Exit is a word that has so much meaning for an entrepreneur. It can be the realisation of a dream, sometimes a culmination of a lifetime’s work and recognition of success and the struggle that preceded.
Many an entrepreneur will start a business with a view to an exit. This is not necessarily a good plan, as exits are notoriously difficult to plan or predict, and it is generally best to focus on building a successful and robust business. An exit could be part of succession planning, or it could be the only way to protect a business in the event of a falling out of partners. An exit can take many forms, but in short it is an event that allows the entrepreneur to monetise his or her years of toil and risk-taking.
There is little doubt that it is easier to sell a business than to build it, but a sale can present its own challenges.
An exit takes the entrepreneur from a mastered environment to a different world, which may require a completely new perspective and skill set.
It is difficult for business owners to appreciate how distracting and intense a sale process will be, and while the lawyer and other advisers will try and prepare a seller for the task ahead, invariably it is only when the transaction finally completes that the seller accepts the enormity of what has been done.
Because of these distractions, it is important that the process has momentum and is driven – this is often the role of the corporate financier and this role should not be underestimated.

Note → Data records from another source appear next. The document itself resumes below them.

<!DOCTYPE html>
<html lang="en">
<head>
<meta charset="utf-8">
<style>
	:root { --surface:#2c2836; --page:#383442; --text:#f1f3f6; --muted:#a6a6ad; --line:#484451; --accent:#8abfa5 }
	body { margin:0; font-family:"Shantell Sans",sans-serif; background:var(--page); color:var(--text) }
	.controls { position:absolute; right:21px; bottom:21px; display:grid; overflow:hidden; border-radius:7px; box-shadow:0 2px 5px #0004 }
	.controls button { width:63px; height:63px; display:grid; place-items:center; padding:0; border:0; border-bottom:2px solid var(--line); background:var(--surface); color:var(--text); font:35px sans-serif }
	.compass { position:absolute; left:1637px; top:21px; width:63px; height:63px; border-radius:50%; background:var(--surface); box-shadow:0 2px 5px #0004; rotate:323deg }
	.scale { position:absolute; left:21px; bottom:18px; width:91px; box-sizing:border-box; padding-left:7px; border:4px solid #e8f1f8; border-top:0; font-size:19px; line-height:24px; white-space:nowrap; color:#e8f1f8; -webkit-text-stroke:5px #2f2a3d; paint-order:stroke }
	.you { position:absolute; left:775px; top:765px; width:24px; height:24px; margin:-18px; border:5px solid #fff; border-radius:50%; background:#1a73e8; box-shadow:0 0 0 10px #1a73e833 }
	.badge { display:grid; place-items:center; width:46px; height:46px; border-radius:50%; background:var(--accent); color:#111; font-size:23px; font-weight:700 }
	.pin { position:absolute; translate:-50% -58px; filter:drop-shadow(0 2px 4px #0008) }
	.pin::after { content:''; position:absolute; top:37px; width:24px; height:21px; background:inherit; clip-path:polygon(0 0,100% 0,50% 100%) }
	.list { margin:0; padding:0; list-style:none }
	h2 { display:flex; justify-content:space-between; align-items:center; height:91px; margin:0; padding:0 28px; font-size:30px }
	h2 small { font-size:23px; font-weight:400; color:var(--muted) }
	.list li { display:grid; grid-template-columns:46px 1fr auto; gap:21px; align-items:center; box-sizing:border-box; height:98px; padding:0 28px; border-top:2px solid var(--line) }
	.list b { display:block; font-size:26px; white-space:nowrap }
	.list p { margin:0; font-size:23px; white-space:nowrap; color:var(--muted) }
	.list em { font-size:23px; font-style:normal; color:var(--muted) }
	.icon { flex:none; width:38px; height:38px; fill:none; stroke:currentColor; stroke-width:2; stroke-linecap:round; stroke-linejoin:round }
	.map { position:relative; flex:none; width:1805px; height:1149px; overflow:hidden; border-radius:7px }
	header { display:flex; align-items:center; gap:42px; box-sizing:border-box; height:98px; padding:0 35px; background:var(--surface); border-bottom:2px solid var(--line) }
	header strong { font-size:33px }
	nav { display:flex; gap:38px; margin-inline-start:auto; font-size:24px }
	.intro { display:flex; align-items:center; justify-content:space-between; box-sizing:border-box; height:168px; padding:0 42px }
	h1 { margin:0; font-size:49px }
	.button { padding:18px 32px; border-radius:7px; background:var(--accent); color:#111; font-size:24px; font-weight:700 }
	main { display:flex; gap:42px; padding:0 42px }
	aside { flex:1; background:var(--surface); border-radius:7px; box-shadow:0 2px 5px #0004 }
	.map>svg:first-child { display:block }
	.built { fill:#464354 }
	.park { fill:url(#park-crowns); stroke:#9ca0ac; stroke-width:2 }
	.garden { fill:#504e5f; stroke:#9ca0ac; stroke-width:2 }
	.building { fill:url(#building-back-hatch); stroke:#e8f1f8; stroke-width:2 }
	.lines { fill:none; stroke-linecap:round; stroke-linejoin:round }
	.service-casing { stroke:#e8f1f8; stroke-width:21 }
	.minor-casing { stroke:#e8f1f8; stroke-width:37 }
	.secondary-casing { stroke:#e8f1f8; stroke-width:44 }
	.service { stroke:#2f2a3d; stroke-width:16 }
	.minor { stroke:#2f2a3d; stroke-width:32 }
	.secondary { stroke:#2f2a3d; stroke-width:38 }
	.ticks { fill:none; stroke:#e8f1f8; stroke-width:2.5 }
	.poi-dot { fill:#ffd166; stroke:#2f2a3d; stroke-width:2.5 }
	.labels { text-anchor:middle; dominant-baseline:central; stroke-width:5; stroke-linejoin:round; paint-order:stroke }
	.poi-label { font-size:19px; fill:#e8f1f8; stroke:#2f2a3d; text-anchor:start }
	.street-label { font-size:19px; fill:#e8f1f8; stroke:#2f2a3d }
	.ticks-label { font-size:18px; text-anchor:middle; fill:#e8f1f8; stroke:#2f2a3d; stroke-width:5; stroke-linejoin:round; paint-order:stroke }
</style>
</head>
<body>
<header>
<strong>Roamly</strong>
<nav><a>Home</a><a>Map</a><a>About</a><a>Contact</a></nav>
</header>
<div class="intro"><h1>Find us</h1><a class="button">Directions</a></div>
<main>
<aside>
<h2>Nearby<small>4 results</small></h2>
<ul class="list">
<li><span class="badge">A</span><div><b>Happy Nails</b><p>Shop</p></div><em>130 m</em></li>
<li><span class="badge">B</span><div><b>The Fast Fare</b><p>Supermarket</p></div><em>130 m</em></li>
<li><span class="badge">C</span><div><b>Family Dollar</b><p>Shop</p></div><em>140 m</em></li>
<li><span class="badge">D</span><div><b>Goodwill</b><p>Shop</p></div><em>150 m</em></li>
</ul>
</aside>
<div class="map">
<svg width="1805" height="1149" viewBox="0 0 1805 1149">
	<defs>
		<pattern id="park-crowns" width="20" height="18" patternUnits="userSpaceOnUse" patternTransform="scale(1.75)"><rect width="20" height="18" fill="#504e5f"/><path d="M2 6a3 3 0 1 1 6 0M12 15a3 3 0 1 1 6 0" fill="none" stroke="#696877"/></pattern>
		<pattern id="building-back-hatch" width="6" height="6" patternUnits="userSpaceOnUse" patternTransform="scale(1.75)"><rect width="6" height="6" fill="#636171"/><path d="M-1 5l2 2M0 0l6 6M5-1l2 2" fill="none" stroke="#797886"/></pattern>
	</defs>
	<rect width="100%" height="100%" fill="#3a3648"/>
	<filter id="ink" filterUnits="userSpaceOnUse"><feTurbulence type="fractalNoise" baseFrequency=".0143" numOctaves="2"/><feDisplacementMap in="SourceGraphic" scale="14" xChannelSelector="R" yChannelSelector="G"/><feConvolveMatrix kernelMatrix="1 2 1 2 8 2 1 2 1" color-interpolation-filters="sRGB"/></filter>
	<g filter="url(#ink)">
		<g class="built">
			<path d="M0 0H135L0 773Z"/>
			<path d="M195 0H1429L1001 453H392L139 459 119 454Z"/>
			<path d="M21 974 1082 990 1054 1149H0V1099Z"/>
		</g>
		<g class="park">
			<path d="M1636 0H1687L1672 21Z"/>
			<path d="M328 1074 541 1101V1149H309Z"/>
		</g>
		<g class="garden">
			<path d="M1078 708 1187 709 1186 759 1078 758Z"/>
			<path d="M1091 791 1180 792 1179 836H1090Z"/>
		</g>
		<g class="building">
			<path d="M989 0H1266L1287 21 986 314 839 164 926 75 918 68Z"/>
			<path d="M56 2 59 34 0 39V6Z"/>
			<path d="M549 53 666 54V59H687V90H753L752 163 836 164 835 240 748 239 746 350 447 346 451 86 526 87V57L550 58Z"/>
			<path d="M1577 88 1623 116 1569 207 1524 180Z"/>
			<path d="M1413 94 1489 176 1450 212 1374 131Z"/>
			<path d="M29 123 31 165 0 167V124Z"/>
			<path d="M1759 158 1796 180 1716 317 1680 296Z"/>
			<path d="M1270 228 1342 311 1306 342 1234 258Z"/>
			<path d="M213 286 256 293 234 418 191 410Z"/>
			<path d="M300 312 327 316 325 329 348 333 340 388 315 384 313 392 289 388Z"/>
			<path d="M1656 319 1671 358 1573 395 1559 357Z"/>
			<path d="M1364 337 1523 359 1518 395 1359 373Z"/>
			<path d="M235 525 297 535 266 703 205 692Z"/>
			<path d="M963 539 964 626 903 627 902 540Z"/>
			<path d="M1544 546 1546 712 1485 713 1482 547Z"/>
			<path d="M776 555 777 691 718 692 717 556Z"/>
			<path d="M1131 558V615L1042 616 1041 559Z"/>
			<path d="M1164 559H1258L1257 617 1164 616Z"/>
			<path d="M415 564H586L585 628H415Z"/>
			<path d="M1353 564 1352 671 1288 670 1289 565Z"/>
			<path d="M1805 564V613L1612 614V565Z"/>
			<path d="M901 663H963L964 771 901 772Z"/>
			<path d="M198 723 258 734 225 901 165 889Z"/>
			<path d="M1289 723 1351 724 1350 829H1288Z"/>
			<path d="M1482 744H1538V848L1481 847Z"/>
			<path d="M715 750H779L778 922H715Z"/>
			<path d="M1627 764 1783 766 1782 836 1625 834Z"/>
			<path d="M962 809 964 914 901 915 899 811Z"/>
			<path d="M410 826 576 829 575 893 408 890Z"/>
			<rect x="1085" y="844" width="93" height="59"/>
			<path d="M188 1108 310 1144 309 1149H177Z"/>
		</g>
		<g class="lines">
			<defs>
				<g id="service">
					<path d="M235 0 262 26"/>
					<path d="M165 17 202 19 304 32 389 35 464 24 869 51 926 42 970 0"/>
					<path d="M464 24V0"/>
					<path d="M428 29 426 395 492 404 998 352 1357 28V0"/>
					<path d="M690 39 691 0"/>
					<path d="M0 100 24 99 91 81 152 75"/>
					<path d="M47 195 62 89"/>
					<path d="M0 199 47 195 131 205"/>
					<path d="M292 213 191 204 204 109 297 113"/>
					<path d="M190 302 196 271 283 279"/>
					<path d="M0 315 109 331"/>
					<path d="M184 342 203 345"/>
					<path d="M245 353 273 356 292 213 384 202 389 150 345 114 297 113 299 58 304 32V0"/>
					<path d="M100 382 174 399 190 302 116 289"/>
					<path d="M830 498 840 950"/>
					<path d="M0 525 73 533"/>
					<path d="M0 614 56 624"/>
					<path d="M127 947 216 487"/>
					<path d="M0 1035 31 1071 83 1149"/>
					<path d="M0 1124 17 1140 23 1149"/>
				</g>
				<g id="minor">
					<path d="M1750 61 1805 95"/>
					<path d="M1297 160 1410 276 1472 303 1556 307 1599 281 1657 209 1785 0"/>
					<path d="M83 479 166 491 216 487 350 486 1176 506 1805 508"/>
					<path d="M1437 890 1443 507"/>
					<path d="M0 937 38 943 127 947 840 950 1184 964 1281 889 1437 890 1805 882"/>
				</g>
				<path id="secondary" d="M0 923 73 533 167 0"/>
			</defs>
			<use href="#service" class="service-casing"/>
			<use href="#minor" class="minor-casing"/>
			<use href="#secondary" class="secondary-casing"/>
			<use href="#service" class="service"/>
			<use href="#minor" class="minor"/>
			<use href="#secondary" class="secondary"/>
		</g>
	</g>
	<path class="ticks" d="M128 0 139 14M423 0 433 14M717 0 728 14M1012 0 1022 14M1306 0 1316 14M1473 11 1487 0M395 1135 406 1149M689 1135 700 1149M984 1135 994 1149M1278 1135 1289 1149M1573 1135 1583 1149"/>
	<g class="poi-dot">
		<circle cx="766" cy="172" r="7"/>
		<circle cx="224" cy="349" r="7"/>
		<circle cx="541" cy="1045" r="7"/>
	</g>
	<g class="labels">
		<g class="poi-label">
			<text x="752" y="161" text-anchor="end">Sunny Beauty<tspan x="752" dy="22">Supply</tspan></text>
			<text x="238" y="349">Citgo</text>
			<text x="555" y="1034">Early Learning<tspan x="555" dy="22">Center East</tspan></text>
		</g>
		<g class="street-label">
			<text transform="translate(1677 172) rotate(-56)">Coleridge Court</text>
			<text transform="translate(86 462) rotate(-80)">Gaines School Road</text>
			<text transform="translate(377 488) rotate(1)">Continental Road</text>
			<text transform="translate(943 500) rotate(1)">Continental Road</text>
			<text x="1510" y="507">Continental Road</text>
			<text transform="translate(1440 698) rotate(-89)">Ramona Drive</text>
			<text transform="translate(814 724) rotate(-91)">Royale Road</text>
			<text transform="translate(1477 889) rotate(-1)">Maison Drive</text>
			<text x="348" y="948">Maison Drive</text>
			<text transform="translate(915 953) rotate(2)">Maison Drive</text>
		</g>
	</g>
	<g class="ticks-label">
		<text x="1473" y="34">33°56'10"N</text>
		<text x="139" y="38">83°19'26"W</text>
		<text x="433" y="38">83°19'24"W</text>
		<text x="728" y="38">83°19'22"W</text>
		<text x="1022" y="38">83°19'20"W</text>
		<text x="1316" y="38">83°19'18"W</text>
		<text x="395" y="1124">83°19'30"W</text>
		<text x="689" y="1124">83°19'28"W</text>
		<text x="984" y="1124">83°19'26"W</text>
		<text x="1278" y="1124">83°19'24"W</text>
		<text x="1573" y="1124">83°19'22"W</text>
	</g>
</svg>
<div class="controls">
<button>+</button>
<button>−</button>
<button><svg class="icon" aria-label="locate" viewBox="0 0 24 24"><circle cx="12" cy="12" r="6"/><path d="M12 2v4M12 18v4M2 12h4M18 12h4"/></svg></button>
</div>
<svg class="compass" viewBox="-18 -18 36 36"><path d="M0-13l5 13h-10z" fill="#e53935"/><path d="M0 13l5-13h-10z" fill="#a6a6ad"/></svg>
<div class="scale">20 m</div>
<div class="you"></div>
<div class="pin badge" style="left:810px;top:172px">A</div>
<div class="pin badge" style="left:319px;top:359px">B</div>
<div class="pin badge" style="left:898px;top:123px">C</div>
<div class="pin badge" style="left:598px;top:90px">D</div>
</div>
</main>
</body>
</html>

The sale process will more often than not have a negative consequence on the business and needs to be truncated wherever possible. This is why we work through the night!
A key part of a sale is the allocation of risk. This is, to a certain extent, amplified by lack of legislation in relation to the sale of shares in private companies.
If you buy a car and the wheels fall off, the law protects you. The same will apply to most other goods or services.
However, if you buy a company and “the wheels fall off,” the law provides very limited recourse.
As a result, a buyer will, through contract, look to pass this risk to the seller, and a key role of the lawyer acting for the seller is to ensure that the risk to be accepted by a seller is reasonable and proportionate, and the restrictions imposed are not too onerous.
This can cause frustration as the seller wants to focus on the price, which can be just two lines in a 100 page document. The lawyer has to focus the seller’s attention on the risk, which is far less exciting, but if allocated properly, will ensure the seller gets to enjoy the fruits of his or her labour long after the completion celebrations have ended.
For most entrepreneurs an exit may never happen. For the very talented and lucky few it is likely to happen only once.
So while the sale process may seem daunting, with new advisers, new jargon and new pressures, it should be embraced and as much as possible, enjoyed.